Non ci sono riscontri, ma sulle Ong (Organizzazioni non governative) accusate di essere in combutta con i trafficanti di uomini vi sono accertamenti su diversi fronti.
C’è il faldone «conoscitivo» aperto dalla Procura di Catania, altri due a Palermo e a Trapani, un’indagine (anch’essa «conoscitiva») avviata dalla Commissione Difesa del Senato. Ma ci potrebbe qualcosa di più concreto di un semplice sospetto nella denuncia pubblica fatta dal procuratore di Catania Carmelo Zuccaro su possibili collegamenti tra qualche Organizzazione non governativa e i trafficanti di uomini che stanno in Libia. Lui non lo dice chiaramente ma basta leggere con attenzione le sue dichiarazioni e si capisce che le intercettazioni hanno captato conversazioni in lingua araba tra soggetti che stanno sulla terraferma in Libia ed esponenti delle Ong che dichiarano di essere lì pronti a recuperare i migranti. Poi vi sono le navi con i trasponder spenti per non essere individuate e infine c’è quella che lui stesso definisce “un’ipotesi di lavoro”.

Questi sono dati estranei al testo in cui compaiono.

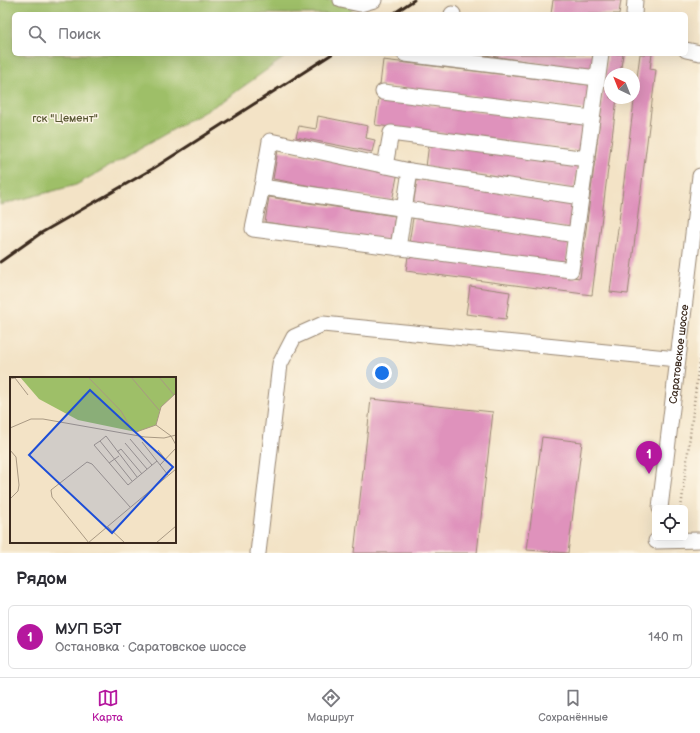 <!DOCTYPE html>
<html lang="ru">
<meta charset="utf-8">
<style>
:root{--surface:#fff;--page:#f7f7f7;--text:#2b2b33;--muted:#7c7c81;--line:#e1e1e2;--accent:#b5179e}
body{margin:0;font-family:"Balsamiq Sans",sans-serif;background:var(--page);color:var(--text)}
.controls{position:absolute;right:12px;bottom:12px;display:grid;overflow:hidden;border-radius:6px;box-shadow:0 4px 16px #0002}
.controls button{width:36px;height:36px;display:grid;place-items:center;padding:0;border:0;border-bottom:1px solid var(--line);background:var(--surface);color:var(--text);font:20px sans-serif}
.compass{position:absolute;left:604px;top:68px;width:36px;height:36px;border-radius:50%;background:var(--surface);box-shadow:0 4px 16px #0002;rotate:317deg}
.you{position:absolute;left:382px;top:373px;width:14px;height:14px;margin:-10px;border:3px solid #fff;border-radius:50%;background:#1a73e8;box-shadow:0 0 0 6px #1a73e833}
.badge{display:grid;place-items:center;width:26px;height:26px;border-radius:50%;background:var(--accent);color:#fff;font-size:13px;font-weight:700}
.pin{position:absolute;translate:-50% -33px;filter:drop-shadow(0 1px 2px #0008)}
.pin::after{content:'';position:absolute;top:21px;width:14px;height:12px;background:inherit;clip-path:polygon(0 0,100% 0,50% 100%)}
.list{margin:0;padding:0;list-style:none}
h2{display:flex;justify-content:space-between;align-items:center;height:52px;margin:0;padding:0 16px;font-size:17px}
h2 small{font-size:13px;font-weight:400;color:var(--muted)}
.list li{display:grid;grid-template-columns:26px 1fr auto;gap:12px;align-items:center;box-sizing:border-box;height:64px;margin:0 8px 8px;padding:0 8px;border:1px solid var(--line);border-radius:6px}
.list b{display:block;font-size:15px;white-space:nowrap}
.list p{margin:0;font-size:13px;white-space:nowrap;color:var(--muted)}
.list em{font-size:13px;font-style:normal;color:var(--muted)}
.icon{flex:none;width:22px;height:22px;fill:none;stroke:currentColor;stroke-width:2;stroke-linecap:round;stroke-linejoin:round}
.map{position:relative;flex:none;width:700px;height:553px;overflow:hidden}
.search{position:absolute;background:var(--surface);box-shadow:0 4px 16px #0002;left:12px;right:12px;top:12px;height:44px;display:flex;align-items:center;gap:10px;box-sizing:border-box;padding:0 14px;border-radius:6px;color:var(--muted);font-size:15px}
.sheet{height:124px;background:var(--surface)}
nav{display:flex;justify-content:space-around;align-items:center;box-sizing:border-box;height:56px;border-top:1px solid var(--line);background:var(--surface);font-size:11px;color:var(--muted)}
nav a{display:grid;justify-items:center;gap:2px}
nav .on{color:var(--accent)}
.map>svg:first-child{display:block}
</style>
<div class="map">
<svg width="700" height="553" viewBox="0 0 700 553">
<rect width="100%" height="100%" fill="#fcf5e5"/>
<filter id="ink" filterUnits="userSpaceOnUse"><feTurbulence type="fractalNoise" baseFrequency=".025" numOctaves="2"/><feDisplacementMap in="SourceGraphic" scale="8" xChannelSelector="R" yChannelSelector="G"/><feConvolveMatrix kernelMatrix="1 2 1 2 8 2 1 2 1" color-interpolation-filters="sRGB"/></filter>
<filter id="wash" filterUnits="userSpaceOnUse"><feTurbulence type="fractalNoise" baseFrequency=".012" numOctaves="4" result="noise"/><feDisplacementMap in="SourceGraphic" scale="16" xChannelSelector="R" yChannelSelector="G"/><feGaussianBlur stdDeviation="0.9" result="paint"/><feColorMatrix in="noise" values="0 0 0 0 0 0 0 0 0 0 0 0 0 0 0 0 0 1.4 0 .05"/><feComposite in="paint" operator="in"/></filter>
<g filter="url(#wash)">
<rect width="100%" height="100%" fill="#f3e3c6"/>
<path fill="#9ebf68" stroke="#6c7443" d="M0,0h374l-14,4 -14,10h-332v40h275l-66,47 -147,84 -76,20z"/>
<g id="blocks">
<path fill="#df92bc" d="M553,0h68l-2,14h-68z
M478,54h116l-3,17z
M608,54h15l-3,20h-10v24h7l-25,197 -186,-24 2,-15 172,22z
M640,54h12l-2,15 6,1 -28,224 -18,-2z
M383,60l206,25 -3,25 -206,-25z
M379,99l206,25 -3,27 -207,-26z
M318,116l50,10 -2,12 9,2 -3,12 -76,-15 3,-11 17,3z
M429,143l149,22 -4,24 -148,-22z
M278,150l120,22 -6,29 -119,-22z
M417,180l159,23 -3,26 -160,-23z
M269,197l126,19 -4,25 -126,-19z
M413,218l156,23 -3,24 -157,-22z
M470,286l40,6 -4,27 -40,-5z
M371,399l122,13 -16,141h-123z
M542,437l40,5 -14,111 -41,-3z"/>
</g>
</g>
<g filter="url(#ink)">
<use href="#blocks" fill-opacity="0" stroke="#978672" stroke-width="1"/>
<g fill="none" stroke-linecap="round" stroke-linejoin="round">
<defs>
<g id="minor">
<path d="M341,0l19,4 14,-4"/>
<path d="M452,14h1"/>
<path d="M634,14l1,-14"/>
<path d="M686,50l14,3"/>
<path d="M405,54l192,24"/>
<path d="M383,92l209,26"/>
<path d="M385,166l6,-33 196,26"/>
<path d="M262,187l8,-46 140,30 171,26"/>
<path d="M576,235l-314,-48 -9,42 318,41 30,-216"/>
<path d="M398,248l12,-77"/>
<path id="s1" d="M660,508l40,-332"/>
<path d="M656,541l44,-1"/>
<path d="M258,553l22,-189 14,-27 29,-13 354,35"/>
</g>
</defs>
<use href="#minor" stroke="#978672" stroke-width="17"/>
<path stroke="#978672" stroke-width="2.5" stroke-dasharray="1 3" stroke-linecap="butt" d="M681,508l19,-153"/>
<use href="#minor" stroke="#fff" stroke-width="15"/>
<path stroke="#3b2a1e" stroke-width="3" d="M393,14l21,-14
M0,262l41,-29 113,-65 178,-114"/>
</g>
</g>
<g text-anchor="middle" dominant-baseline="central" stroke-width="3" stroke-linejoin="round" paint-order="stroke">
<g font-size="11" fill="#595734" stroke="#fcf5e5">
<text x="65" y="118">гск "Цемент"</text>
</g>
<g font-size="11" fill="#3b2a1e" stroke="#fcf5e5">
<text stroke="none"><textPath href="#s1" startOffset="155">Саратовское шоссе</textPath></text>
</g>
</g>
<g transform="translate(10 377)">
<rect width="166" height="166" fill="#f3e3c6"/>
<path d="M10,0h156v16l-15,14 -5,18 -20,7 -58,-12 -39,-21z" fill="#9ebf68"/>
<path fill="none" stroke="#a99983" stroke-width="1" d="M78,0l33,34 11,19 4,2 20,-7 5,-18 15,-14M121,0l28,33M149,0l15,18M0,2l5,-1 13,17M146,48l15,11 5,9M0,51l21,-9h12l102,18 19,1 12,-3M120,62l22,26M90,64l6,-5 31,41M132,65l26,33M115,66l22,26M0,73l6,7 3,28 -1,6 -8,8M148,73l8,10M107,75l4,-3 21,25M99,86l10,-7M150,88l16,-17M122,104l-32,-40 -6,4 34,40 29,-24M98,150l17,16M78,166l88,-74M79,166l-37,-46 -1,-7 36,-28 5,2 38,43M146,166l20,-17"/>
<path fill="#1d4ed8" fill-opacity="0.15" stroke="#1d4ed8" stroke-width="2" d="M80,13l83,77 -61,66 -83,-78z"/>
<rect width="166" height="166" fill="none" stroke="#3b2a1e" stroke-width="2"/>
</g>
</svg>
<div class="controls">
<button><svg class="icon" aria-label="locate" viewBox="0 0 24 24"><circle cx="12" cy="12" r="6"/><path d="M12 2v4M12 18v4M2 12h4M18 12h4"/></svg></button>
</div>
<svg class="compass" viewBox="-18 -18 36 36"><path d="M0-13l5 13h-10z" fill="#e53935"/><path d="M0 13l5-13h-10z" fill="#7c7c81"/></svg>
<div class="you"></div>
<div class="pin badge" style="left:649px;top:474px">1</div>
<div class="search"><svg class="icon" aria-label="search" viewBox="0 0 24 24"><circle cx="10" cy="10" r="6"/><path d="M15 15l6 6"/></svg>Поиск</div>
</div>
<section class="sheet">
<h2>Рядом<small></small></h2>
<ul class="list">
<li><span class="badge">1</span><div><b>МУП БЭТ</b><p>Остановка · Саратовское шоссе</p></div><em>140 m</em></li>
</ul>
</section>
<nav>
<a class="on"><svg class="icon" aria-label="map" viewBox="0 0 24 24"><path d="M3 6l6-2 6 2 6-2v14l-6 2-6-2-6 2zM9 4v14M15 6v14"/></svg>Карта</a>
<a><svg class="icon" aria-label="directions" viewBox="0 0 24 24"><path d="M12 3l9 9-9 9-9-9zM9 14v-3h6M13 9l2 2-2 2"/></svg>Маршрут</a>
<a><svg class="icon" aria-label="saved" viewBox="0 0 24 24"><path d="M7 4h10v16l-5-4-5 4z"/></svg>Сохранённые</a>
</nav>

A partire dall’estate 2015 alcune Ong hanno sostituito il ruolo che tra fine 2013 e fine 2014 aveva svolto Mare Nostrum, soccorrere i migranti in mare. Oggi sono 9 (alcune si sono trasferite nel Canale di Sicilia dopo la chiusura della rotta balcanica): Save the Children, Medici senza Frontiere, la italo-franco-tedesca Sos Mediterranée, la spagnola Proactiva Open Arms, le tedesche Sea Watch Foundation, Life Boat, Sea-Eye, Jugend Rettet e la maltese Moas. Dall’esame dei bilanci delle Ong già acquisiti dalla procura di Catania risulta una enorme disponibilità finanziaria giustificata per alcuni molto meno per altri. “Stiamo lavorando per sapere chi sono i finanziatori – dice Zuccaro-, se oltre quelli dichiarati ce ne sono altri e da dove provengono i soldi. Che un’organizzazione come Moas possa spendere 400mila euro al mese è un dato che merita un approfondimento”.
Zuccaro ascoltato un mese fa dalla commissione parlamentare d’indagine, ha spiegato che l’intervento massiccio delle Ong ha reso più difficili, se non addirittura inutili, le inchiese aperte in territorio italiano sui trafficanti stranieri. Lo ha raccontato Giovanni Bianconi sul Corriere:
spesso le indagini cominciavano dai «facilitatori», che accompagnavano i gommoni nel primo tratto della traversata, che oggi non servono più proprio perché il soccorso arriva poco dopo la partenza. E gli scafisti, ormai, sono quasi sempre migranti ai quali viene assegnato quel compito all’ultimo momento, tanto che nei loro confronti i magistrati catanesi non procedono più: «In questo momento — ha spiegato Zuccaro in Parlamento — registriamo una sorta di scacco che la presenza di queste Ong provoca nell’attività di contrasto al fenomeno degli organizzatori del traffico».
La situazione del resto si è fatta pesante. Nei primi tre mesi del 2017 sono giunti via mare 24.515 migranti, di cui 11.075 nel solo mese di marzo, facendo registrare un incremento del 29% rispetto allo stesso periodo del 2016. Nel 2016 gli arrivi via mare furono complessivamente 181.440, il 18% in più rispetto al 2015. Lo si legge nel report dell’Agenzia Ue per i Diritti fondamentali, che ha sede a Vienna. L’Agenzia cita dati forniti da Frontex e dal Viminale.